## About this exercise
What you return should be the complete data below, word for word, with no pictures in it.

## Recorded information
########

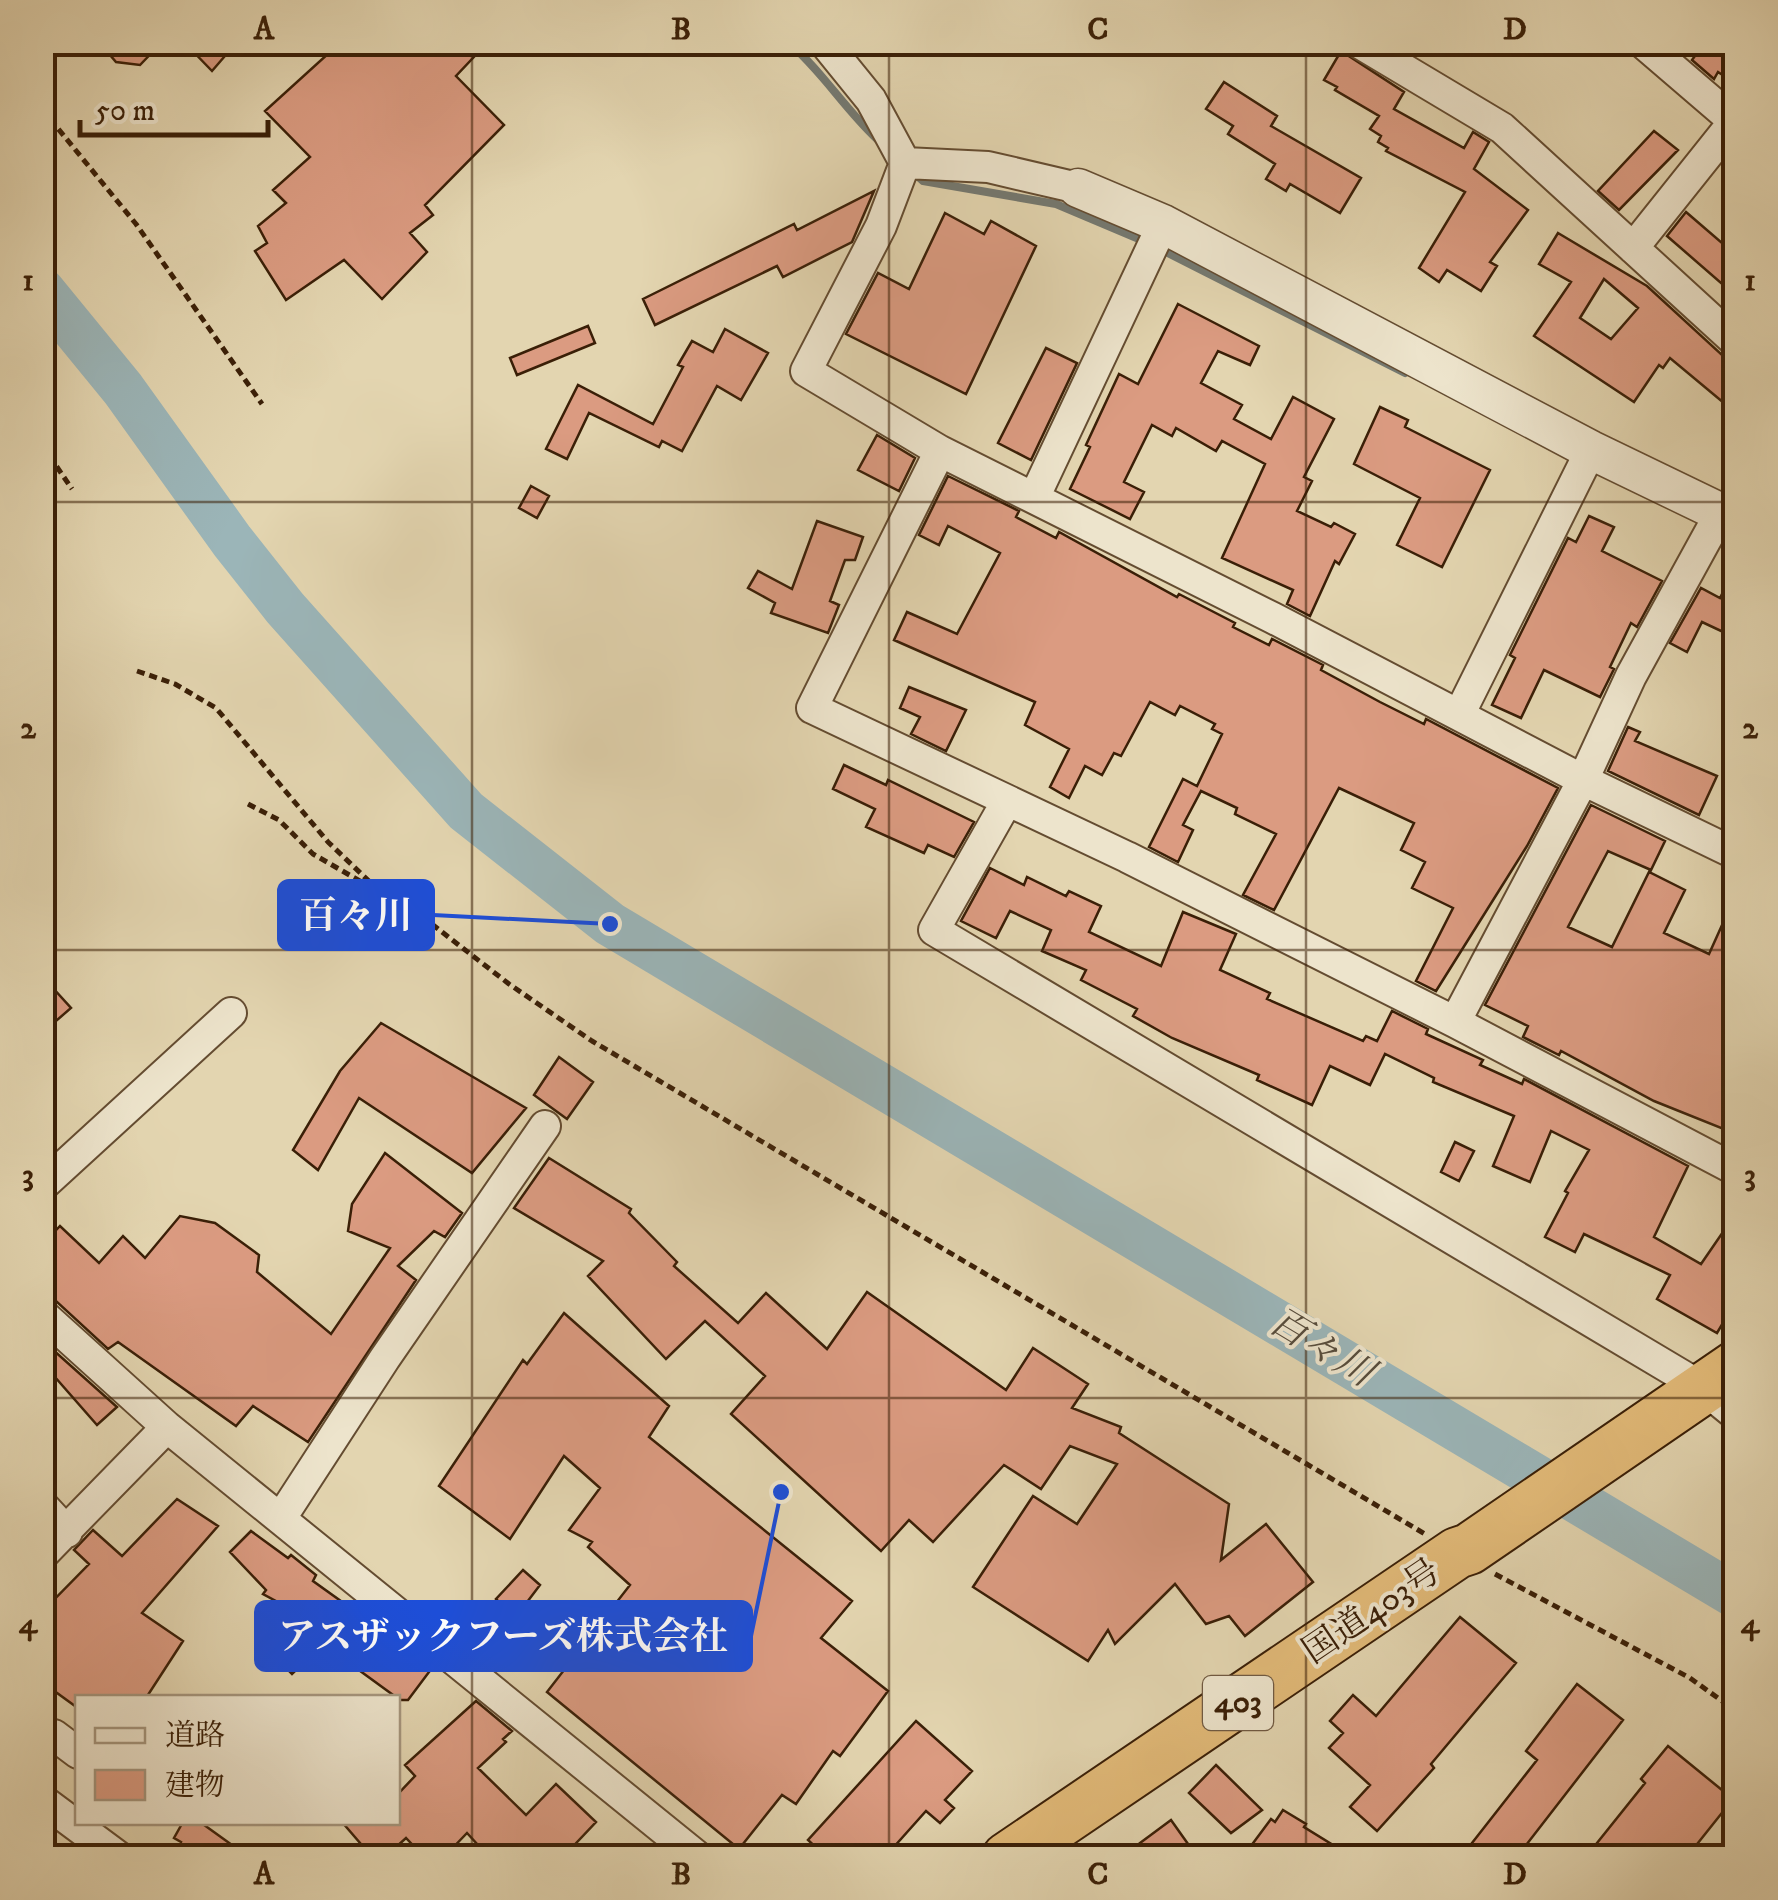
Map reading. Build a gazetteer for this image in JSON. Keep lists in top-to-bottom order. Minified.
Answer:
{"streets":{"highway":["国道403号","403"]},"water":["百々川"],"places":["百々川","アスザックフーズ株式会社"],"legend":["道路","建物"],"scale_bar":"50 m","grid":{"columns":["A","B","C","D"],"rows":["1","2","3","4"]}}
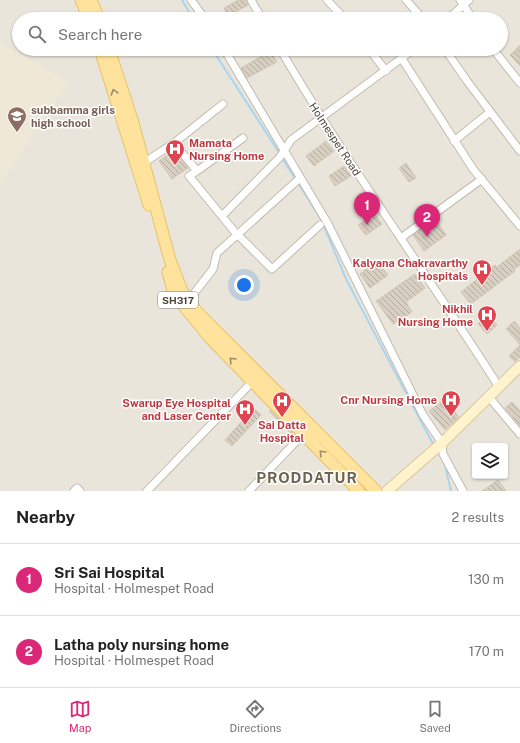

########

## Completed exercise
Map reading. Build a gazetteer for this image in JSON. Keep lists in top-to-bottom order. Minified.
Answer:
{"streets":{"highway":["国道403号","403"]},"water":["百々川"],"places":["百々川","アスザックフーズ株式会社"],"legend":["道路","建物"],"scale_bar":"50 m","grid":{"columns":["A","B","C","D"],"rows":["1","2","3","4"]}}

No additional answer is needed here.